Robert Pattinson torna a Venezia con un film sul giornalismo investigativo
Dopo il successo di Twilight, Robert Pattinson ha costruito una carriera nel cinema d'autore. Ora presenta a Venezia un film dedicato a un giornalista che dava la caccia ai predatori sessuali.

Dopo il successo di Twilight, Robert Pattinson ha costruito una carriera nel cinema d'autore. Ora presenta a Venezia un film dedicato a un giornalista che dava la caccia ai predatori sessuali.
Robert Pattinson torna alla Mostra del Cinema di Venezia con un progetto che segna l'ennesima tappa del suo percorso da idolo adolescenziale a interprete rispettato del cinema d'autore. L'attore britannico presenta un film incentrato sulla figura di un giornalista investigativo che, attraverso il suo programma televisivo, conduceva una personale caccia ai predatori sessuali. Una storia scomoda, che conferma la vocazione dell'attore a scegliere ruoli lontani dagli stereotipi hollywoodiani.
Il viaggio professionale di Pattinson è stato lungo e deliberatamente anticonvenzionale. Il grande pubblico lo ha conosciuto nel 2008 con «Twilight», la saga vampiresca che lo ha trasformato in un fenomeno globale e in un'icona per milioni di fan. Il personaggio di Edward Cullen, con il suo fascino gotico e tormentato, avrebbe potuto imprigionarlo in un ruolo per sempre. Invece, l'attore ha scelto la strada più impervia: quella del cinema indipendente e delle collaborazioni con registi visionari, costruendo una filmografia che privilegia la sostanza alla visibilità commerciale.

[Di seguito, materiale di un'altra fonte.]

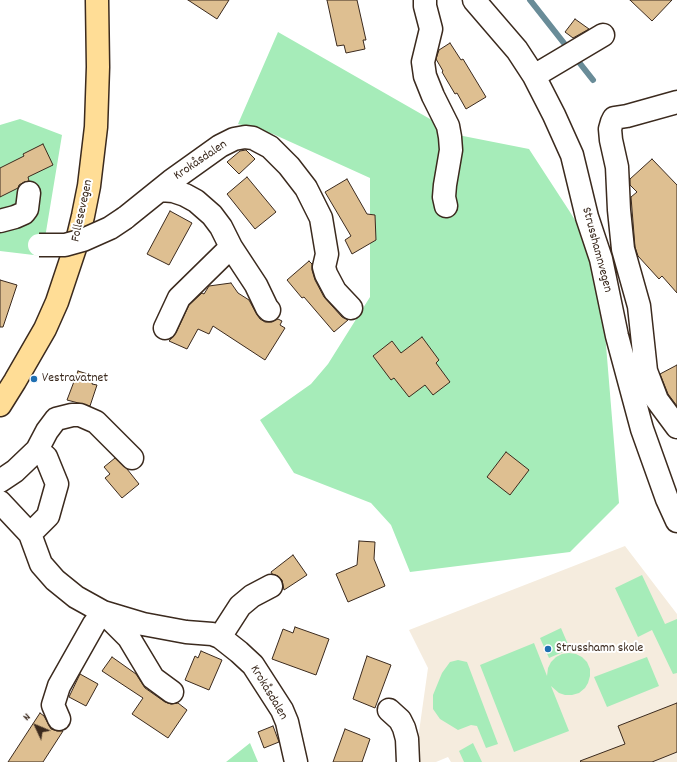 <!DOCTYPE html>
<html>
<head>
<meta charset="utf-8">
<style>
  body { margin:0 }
  #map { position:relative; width:677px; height:762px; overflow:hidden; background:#fff; font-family:Dekko,sans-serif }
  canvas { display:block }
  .north { position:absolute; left:16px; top:706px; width:40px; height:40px; -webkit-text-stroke:3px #fff; paint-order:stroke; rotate:314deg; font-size:11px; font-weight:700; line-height:16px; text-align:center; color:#3b2a1e }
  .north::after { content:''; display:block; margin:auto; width:14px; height:18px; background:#3b2a1e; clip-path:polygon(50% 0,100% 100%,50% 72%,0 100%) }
</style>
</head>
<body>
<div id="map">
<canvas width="677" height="762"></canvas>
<div class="north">N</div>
</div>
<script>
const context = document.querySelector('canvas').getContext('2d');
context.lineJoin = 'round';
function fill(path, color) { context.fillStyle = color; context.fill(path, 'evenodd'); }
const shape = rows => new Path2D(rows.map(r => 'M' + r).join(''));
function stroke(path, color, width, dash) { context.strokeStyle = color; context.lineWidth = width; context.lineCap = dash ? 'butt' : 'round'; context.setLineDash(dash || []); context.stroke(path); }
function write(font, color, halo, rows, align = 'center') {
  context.font = font + ' Dekko,sans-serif'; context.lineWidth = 4; context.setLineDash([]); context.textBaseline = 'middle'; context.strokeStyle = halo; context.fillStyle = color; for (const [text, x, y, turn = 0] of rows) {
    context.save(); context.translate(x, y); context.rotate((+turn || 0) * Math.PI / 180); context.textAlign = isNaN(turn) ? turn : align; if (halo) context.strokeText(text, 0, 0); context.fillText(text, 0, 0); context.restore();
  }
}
fill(shape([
  [625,546,677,614,677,762,451,762,448,757,436,762,418,762,418,739,428,668,409,630]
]), '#f5ecde');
fill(shape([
  [278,32,458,135,529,149,570,212,599,260,619,503,570,552,410,572,391,525,371,503,294,473,260,420,311,384,328,364,370,297,370,178,273,134,238,124],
  [20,119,62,135,42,256,0,251,0,125],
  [642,575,665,624,677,619,677,673,673,674,652,630,638,637,615,588],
  [561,628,570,649,549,658,540,638],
  [534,643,547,676,548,668,551,662,556,657,562,654,569,653,576,654,582,657,587,662,590,669,590,676,588,683,585,688,579,693,572,695,565,695,559,693,551,686,569,731,514,752,480,665],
  [647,657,659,686,607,707,594,677],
  [458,660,467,662,498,744,486,748,477,726,471,725,458,730,440,719,433,709,433,695,442,673,450,662],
  [250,743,258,762,226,762],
  [473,743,482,762,464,762,459,751]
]), '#a6ecb9');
stroke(shape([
  [530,0,593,80]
]), '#698c98', 6);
const building = shape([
  [188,0,229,0,217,19,188,0],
  [327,0,357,0,366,40,363,40,365,49,346,53,344,45,337,46,327,0],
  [630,0,672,0,652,21,630,0],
  [575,19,589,29,573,38,565,32,575,19],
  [450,43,461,60,463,59,486,97,466,109,457,93,455,94,442,72,443,71,436,59,439,50,450,43],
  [43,144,53,165,28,177,29,181,24,182,19,185,18,188,0,197,0,168,24,156,23,154,43,144],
  [246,150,255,159,239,174,227,162,240,151,246,150],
  [652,159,677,185,677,293,662,276,659,279,638,256,635,247,631,197,637,192,630,185,630,179,652,159],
  [247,177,276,212,255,229,227,194,247,177],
  [347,179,367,214,375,215,376,240,352,254,345,240,351,236,325,192,347,179],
  [170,211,192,223,169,265,147,254,170,211],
  [309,261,312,264,312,270,315,280,324,297,342,317,348,320,334,332,304,297,302,298,287,280,309,261],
  [0,280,17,285,3,327,0,327,0,280],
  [231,283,238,293,249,300,256,313,260,319,265,322,272,322,278,319,282,321,280,325,285,328,265,360,213,326,209,334,198,329,187,349,169,341,176,333,189,305,202,293,204,294,209,286,231,283],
  [422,337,439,360,436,363,450,382,433,395,425,385,409,397,394,378,391,380,373,356,392,341,401,353,422,337],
  [677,365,677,406,668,394,660,374,677,365],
  [78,371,94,376,92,384,97,385,90,406,67,400,78,371],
  [506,452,529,470,510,495,487,477,506,452],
  [115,458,127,469,139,484,122,498,105,478,110,474,104,467,115,458],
  [359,541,375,542,374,559,385,586,348,602,336,574,357,565,359,541],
  [293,555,307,575,284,590,282,580,278,576,272,574,271,572,293,555],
  [295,627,329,639,316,675,272,659,283,629,293,633,295,627],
  [201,651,222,660,209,690,185,680,195,656,198,658,201,651],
  [367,656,391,665,375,708,353,699,367,656],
  [112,657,136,674,145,688,165,702,171,704,178,703,187,710,168,738,132,714,143,698,102,671,112,657],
  [80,674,98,684,86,706,69,697,80,674],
  [677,703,677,752,652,762,581,762,580,761,625,744,618,726,677,703],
  [40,713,44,716,51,729,57,731,63,731,43,762,8,762,40,713],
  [273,726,279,742,264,748,258,732,273,726],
  [345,729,370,739,362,762,333,762,345,729]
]);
fill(building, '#debf91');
stroke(building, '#3b2a1e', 1);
const minor = shape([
  [425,0,425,6,431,29,423,62,425,76,433,96,448,126,450,137,451,150,445,185,444,197,446,206],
  [474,0,517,50,534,76,554,115,572,155,587,217,601,259,617,336,642,429,667,499,677,521],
  [534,76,603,35],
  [677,102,627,116,614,118,612,122,610,129,611,140,617,167,619,210,623,249,639,306,646,371,657,400,677,427],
  [160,190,173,191,185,195,196,201,212,215,221,227,231,247,256,285,267,308,269,310],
  [125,218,171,181,220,146,234,139,245,137,253,138,270,147,289,166,306,188,321,218,327,254,324,267,326,274,335,291,351,308],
  [0,221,15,217,24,213,27,209,29,193],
  [165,328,179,298,231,247],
  [0,481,15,471,37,450,47,431,56,419,72,415,80,415,96,422,132,458],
  [0,502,30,534,41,564,55,580,76,597,103,612,143,624,186,632,212,634,220,637,239,652,253,665,282,710,287,722,296,762],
  [30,534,48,516,57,484,46,457,37,450],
  [220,637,240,606,252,596,271,586],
  [389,710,400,720,404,728,407,739,408,762],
  [59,719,53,705,59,686,94,624,103,612,129,638,153,678,172,692]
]);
const major = shape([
  [0,405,15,381,45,329,57,302,76,245,83,216,89,186,96,127,98,67,97,0]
]);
stroke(minor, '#3b2a1e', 25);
stroke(major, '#3b2a1e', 25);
stroke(minor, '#fff', 22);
stroke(major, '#ffdd96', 22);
const minorBridge = shape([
  [39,245,65,245,83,240,110,228,125,218]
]);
stroke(minorBridge, '#3b2a1e', 25, []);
stroke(minorBridge, '#fff', 22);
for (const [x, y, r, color] of [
  [34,379,4,"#1f6fb2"],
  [548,649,4,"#1f6fb2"]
]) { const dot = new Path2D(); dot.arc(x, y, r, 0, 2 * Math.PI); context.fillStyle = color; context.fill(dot); stroke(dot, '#fff', 1.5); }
write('13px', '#3b2a1e', '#fff', [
  ["Krokåsdalen",201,161,-34],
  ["Follesevegen",83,211,-78],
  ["Strusshamnvegen",596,250,75],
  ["Krokåsdalen",268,693,59]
]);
write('13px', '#3b2a1e', '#fff', [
  ["Vestravatnet",42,379],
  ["Strusshamn skole",556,649]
], 'left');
</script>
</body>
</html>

La svolta è arrivata con registi come David Cronenberg, che lo ha diretto in «Cosmopolis» e «Maps to the Stars», e con opere come «The Lighthouse» di Robert Eggers, dove Pattinson ha dimostrato una versatilità interpretativa sorprendente. Il ruolo di Batman nel film di Matt Reeves ha rappresentato un ritorno ai blockbuster, ma senza rinunciare a un'interpretazione cupa e psicologicamente complessa. Ora Venezia gli offre la vetrina ideale per un'opera che affronta temi delicati e attuali, confermando la sua capacità di muoversi con disinvoltura tra cinema di genere e impegno civile.
La Mostra del Cinema di Venezia si conferma così un palcoscenico privilegiato per il cinema che osa. Nella stessa edizione, il festival ospita anche «Wild Horse Nine» di Martin McDonagh, presentato in concorso con Sam Rockwell e un John Malkovich in forma smagliante. Il film del regista irlandese, noto per la sua scrittura affilata e i dialoghi taglienti, arricchisce un cartellone che punta sulla qualità autoriale e sulla varietà di linguaggi.
Per Pattinson, la presenza a Venezia rappresenta una sorta di consacrazione definitiva. L'attore che un tempo era considerato un semplice volto da poster per teenager ha saputo ribaltare le aspettative, diventando uno degli interpreti più interessanti della sua generazione. La sua carriera è la dimostrazione che il talento, quando è accompagnato da scelte coraggiose, può superare anche le etichette più pesanti. Il film presentato in laguna, con la sua denuncia delle zone d'ombra del sistema mediatico e della giustizia, aggiunge un ulteriore tassello a un percorso che non smette di sorprendere.
Il pubblico italiano avrà modo di vedere l'attore in una veste inedita, lontana dai vampiri e dai supereroi. Una scelta che parla della sua maturità artistica e della volontà di usare il proprio status per raccontare storie che contano. In un'epoca in cui il cinema spesso insegue il consenso facile, la presenza di Pattinson a Venezia con un film scomodo è un segnale incoraggiante per chi crede che la settima arte debba ancora interrogare, provocare e far riflettere.